Juan David Torres Duarte
Los Premios Óscar galardonaron, sobre todo, la destreza técnica con ‘Gravity’. Sin embargo, las historias en apariencia sencillas perdieron campo. Una defensa del filme de Alexander Payne.
Nebraska, dirigida por Alexander Payne, fue injustamente olvidada en los premios de la Academia. Parece que ahora —o quizá siempre— la fuerza de la técnica le gana a la fuerza de las historias: por encima de las historias sencillas pero profundas, la maravilla de las dimensiones y los juegos digitales acaparan la atención. La Academia se vio bien servida con Gravity, de Alfonso Cuarón: una experiencia visual, que debe ser vista en pantalla grande, encerrado por la oscuridad del teatro. ¿Por qué olvidaron a Nebraska?
Nebraska recuerda bien que para contar historias no es necesario deslumbrar con la técnica. Hay que cuidarla, sí, pero no convertirla en primer plano; el énfasis está en la historia, en sus rudimentos. Este relato es, en breve, de esta guisa: Woody Grant (Bruce Dern), un hombre ya viejo, quiere reclamar en Nebraska un premio falso de un millón de dólares. David (Will Forte), su hijo menor, busca desviar sus pretensiones. Sin embargo, decide acompañarlo en ese viaje, en el que se detienen por un momento para reunirse con su familia, siempre lejana y carente de afecto.
En ese viaje sucede Nebraska. El filme, con la belleza antiquísima que otorgan sus imágenes en blanco y negro, retrata a un viejo cuya vida pasada es desconocida, demasiado oscura. Ésa es una de sus fortalezas: sabe ocultar para revelar. A pesar de que los datos biográficos sobre Grant son mínimos —alguna novia que conoció antes que a su esposa, otras tantas con las que se acostó—, Nebraska sabe que el pasado impacta con más fuerza en el presente que en el recuerdo; en el gesto de Grant tomándose una cerveza, menos amarga que su propia vida; en su mutismo infranqueable, de respuestas breves y secas; en su vestimenta descuidada, arrojada a la nada. Grant recuerda a esos grandes personajes que han encontrado en la amargura y la indiferencia el único modo de vivir, y que gracias a ello saben más de la condición humana que el resto de sus coterráneos.
Ese pasado oculto juega a favor de la historia porque pesa como el hormigueo de un miembro cercenado: está, pero en realidad no está. Cuanto lleva Grant sobre sus hombros es el peso fatídico del pasado; no es necesario conocer detalles sobre él, sólo ver sus consecuencias.
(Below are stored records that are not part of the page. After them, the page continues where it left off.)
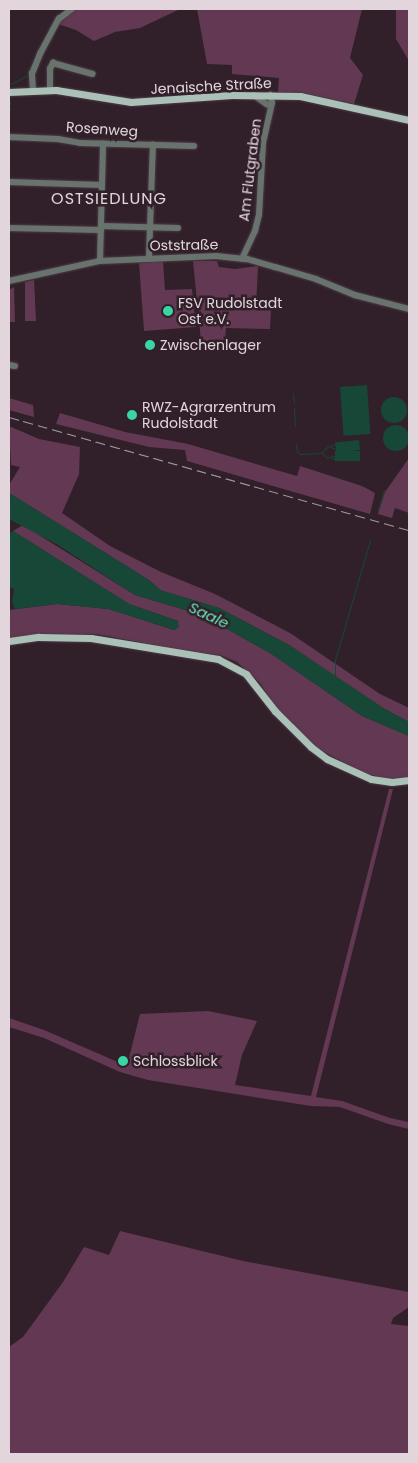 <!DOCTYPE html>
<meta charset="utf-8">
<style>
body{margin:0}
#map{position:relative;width:418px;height:1463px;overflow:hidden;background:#31202a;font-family:Poppins,sans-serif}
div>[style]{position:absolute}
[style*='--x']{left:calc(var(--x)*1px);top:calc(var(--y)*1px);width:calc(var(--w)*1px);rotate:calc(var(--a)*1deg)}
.green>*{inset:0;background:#633852}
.water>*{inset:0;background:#174737;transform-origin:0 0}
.round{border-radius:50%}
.stream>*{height:1px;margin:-0.5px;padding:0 0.5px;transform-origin:0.5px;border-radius:0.5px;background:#174737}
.roads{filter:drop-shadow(0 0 1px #4d3d46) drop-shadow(0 0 1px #4d3d46)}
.minor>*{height:5.5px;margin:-2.75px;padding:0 2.75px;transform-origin:2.75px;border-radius:2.75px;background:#69736e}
.major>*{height:7px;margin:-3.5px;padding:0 3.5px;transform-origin:3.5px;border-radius:3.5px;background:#abc1b7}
.rail>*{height:1px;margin-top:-0.5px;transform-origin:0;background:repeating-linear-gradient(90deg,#a5979e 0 10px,transparent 0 15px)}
.dots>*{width:14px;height:14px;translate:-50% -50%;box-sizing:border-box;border:2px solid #31202a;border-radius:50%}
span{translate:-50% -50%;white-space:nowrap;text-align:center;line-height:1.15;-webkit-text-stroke:5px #31202a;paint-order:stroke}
.street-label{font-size:14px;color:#e2d6dc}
.poi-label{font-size:14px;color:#e2d6dc}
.left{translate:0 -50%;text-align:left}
.water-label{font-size:15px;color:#6ae6ba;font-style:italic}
.quarter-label{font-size:16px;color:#e2d6dc;letter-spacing:1px}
.frame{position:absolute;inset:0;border:10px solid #e2d6dc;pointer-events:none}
</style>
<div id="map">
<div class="green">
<div style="clip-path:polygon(75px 9px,180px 9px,140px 28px,115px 32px,94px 41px,76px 30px,58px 24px)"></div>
<div style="clip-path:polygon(197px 9px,362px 9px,350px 58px,363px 75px,354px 104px,305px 94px,278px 92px,279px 78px,232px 74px,232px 65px,207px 64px)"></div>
<div style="clip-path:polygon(391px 9px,409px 9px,409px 61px,396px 39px,396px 10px)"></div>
<div style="clip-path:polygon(163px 261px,165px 290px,192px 289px,196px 327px,144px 331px,139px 263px)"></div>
<div style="clip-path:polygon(193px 261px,217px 261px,219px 267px,235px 269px,258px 266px,256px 308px,271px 309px,270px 329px,226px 328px,225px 341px,201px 341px)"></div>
<div style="clip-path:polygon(34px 280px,36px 321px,25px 321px,25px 282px)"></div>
<div style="clip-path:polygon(14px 287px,15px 322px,9px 322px,9px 290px)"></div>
<div style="clip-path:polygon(9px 398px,33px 405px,34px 417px,9px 410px)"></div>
<div style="clip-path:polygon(60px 413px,125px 432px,188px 444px,297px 476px,300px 466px,362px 486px,375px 493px,370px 514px,187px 461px,185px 450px,149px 447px,56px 424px)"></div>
<div style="clip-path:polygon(9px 426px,39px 439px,80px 447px,79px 474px,62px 513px,110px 546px,161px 572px,215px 594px,290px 633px,380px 694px,409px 708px,409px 722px,383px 708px,289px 645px,219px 608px,160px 590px,149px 580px,9px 493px,9px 485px,20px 467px,11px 465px)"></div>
<div style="clip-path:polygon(409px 458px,409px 517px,409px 513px,395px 508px,392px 518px,378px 514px,385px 492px)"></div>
<div style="clip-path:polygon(23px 525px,135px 595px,202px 615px,270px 653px,362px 716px,409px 736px,409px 777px,388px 779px,362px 773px,314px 746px,276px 709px,260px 683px,237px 662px,220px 655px,179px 650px,97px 634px,41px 634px,9px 638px,9px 610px,57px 604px,109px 609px,174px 630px,178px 621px,129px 604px,13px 531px)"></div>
<div style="clip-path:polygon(389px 789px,393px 789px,316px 1097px,342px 1101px,390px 1118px,409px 1122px,409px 1129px,388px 1124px,340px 1107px,311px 1106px,148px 1080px,120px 1072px,44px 1038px,9px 1027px,9px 1018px,44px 1030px,127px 1066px,140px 1014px,208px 1011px,257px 1021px,242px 1055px,235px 1085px,311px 1096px)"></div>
<div style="clip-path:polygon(120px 1231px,243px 1261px,409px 1292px,409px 1307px,393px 1318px,391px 1324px,409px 1326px,409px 1454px,9px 1454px,9px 1347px,23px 1337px,63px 1282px,84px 1247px,109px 1255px)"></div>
</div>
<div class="water">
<div style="left:367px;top:385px;width:49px;height:27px;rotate:86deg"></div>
<div class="round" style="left:381px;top:397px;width:26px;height:26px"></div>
<div class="round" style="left:383px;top:425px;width:26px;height:26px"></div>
<div style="left:359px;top:440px;width:10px;height:24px;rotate:84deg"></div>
<div style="left:360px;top:451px;width:10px;height:25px;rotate:90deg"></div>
<div style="clip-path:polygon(9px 493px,149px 580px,160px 590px,219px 608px,289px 645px,383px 708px,409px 722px,409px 736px,362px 716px,270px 653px,202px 615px,135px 595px,58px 545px,9px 519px)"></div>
<div style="clip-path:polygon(13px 531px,129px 604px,178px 621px,179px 627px,175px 630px,108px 609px,57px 604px,15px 609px,12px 602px,14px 589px,9px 587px,9px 534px)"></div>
</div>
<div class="stream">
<div style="--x:62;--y:13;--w:6;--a:-39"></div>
<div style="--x:27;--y:73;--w:21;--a:-61"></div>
<div style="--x:11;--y:84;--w:17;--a:-28"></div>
<div style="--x:10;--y:105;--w:4;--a:-90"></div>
<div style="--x:9;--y:112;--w:5;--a:-79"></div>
<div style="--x:293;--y:394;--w:9;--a:84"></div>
<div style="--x:294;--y:408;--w:18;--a:87"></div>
<div style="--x:296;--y:444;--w:7;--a:82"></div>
<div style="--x:297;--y:451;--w:4;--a:45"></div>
<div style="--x:300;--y:454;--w:21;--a:-3"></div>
<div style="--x:321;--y:453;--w:8;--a:-45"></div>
<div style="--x:327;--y:447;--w:9;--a:-21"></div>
<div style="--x:331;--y:447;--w:4;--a:27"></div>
<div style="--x:322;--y:453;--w:7;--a:45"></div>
<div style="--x:327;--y:458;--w:9;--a:-18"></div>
<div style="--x:332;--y:458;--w:4;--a:27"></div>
<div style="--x:378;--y:510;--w:21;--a:-73"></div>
<div style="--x:335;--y:677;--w:17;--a:-90"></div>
<div style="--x:335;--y:660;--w:125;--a:-73.7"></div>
</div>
<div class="roads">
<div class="minor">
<div style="--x:50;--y:89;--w:20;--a:-90"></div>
<div style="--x:50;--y:69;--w:7;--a:-63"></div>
<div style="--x:53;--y:63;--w:41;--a:15.4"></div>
<div style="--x:33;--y:90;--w:16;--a:-94"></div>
<div style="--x:32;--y:74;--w:22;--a:-68"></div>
<div style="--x:40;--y:54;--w:40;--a:-62"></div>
<div style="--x:59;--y:19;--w:16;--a:-38"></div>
<div style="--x:254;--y:95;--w:16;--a:35"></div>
<div style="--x:9;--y:137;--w:49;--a:2.3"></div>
<div style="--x:58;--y:139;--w:22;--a:10"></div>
<div style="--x:80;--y:143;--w:114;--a:1.5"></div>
<div style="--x:9;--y:182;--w:93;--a:1.8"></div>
<div style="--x:101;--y:226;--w:77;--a:1.5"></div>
<div style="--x:9;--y:228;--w:92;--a:1.2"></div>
<div style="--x:149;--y:257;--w:112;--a:-88"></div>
<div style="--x:242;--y:259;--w:31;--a:-65"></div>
<div style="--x:255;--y:231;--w:16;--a:-76"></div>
<div style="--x:259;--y:215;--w:72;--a:-86.8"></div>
<div style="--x:263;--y:143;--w:41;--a:-77.3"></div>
<div style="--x:272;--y:103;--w:8;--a:-104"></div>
<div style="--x:100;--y:261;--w:117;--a:-88.5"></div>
<div style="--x:9;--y:281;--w:93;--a:-12.4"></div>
<div style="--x:100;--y:261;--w:116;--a:-2.5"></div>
<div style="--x:216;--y:256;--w:31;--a:6"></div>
<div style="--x:247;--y:259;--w:29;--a:16"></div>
<div style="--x:275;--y:267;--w:43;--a:16.3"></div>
<div style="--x:316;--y:279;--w:42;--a:22.3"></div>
<div style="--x:355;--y:295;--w:56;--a:14.5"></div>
<div style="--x:9;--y:365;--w:6;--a:9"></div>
</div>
<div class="major">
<div style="--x:9;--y:92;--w:47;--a:-2.4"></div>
<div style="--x:56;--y:90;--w:76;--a:9.1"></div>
<div style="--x:131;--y:102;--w:101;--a:-4"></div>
<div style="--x:232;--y:95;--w:68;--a:0.8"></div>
<div style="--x:300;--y:96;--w:112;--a:12.4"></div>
<div style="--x:9;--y:641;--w:30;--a:-8"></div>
<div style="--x:39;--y:637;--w:52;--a:1.1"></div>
<div style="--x:91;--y:638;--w:129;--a:9.4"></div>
<div style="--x:218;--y:659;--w:32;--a:28"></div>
<div style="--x:246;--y:674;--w:47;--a:51.9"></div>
<div style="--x:275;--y:711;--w:51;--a:45"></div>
<div style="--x:311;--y:747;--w:20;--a:37"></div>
<div style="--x:327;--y:759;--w:48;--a:24.4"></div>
<div style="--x:371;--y:779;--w:21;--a:8"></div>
<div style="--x:392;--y:782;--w:17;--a:-7"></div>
</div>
</div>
<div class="rail">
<div style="--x:9;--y:417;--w:416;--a:15.8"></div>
</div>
<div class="dots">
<div style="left:168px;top:311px;background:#3ad4a5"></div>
<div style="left:150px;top:345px;background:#3ad4a5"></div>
<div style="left:132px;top:415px;background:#3ad4a5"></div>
<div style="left:123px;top:1061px;background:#3ad4a5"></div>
</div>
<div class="street-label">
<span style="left:211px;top:86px;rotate:-3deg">Jenaische Straße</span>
<span style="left:102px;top:129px;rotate:4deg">Rosenweg</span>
<span style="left:250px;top:170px;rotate:-83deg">Am Flutgraben</span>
<span style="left:184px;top:245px;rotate:-1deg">Oststraße</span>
</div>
<div class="poi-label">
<span class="left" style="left:178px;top:311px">FSV Rudolstadt<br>Ost e.V.</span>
<span class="left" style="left:160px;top:345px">Zwischenlager</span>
<span class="left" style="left:142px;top:415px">RWZ-Agrarzentrum<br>Rudolstadt</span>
<span class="left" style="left:133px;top:1061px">Schlossblick</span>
</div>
<div class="water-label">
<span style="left:209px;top:615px;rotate:25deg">Saale</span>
</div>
<div class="quarter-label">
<span style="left:109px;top:199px">OSTSIEDLUNG</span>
</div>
<div class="frame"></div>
</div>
La interpretación de Bruce Dern anuda todas estas pretensiones con su tono de voz cercano a la carraspera, con su aparente demencia y el olvido total de sí mismo. ¿Cuánto pesa la vida? ¿Cuánto pesan los actos y las palabras que no se dijeron a tiempo? Nebraska es una película de ausencias.
Pero toda la desdicha podría ser curada por un premio de un millón de dólares, que, de tanto que repite Woody Grant, parece real. Toda su esperanza se basa en un hecho falso, que él quiere controlar pero no puede, que él parece saber que es falso pero no lo acepta. Grant ha perdido toda su energía en un matrimonio que apenas cumple los vínculos religiosos, con un par de hijos a quienes nunca prestó atención y con una vida entregada a los demás en un pueblo pequeño y sin oportunidades. Es la tristeza y el arrepentimiento puestos en la carne, con cierta cantidad de decidida dignidad.
Esta historia, que tiene la profundidad propia de la poesía, se apoya en planos lentos, diseñados con detalle, y con diálogos breves pero sentenciosos: Kate Grant, la esposa de Woody, enseñando sus calzones a la tumba de un antiguo conquistador; Woody Grant en el carro de su hijo, cabizbajo, con la gorra que le han dado como premio de consolación; la mirada fija de David antes de golpear a Ed Pegram, una venganza más allá del tiempo. Allí está la historia, la carne y el espíritu de seres humanos comunes que tienen luchas trascendentales. Allí está la historia real, la que crea arte, lejos de los computadores y los dígitos.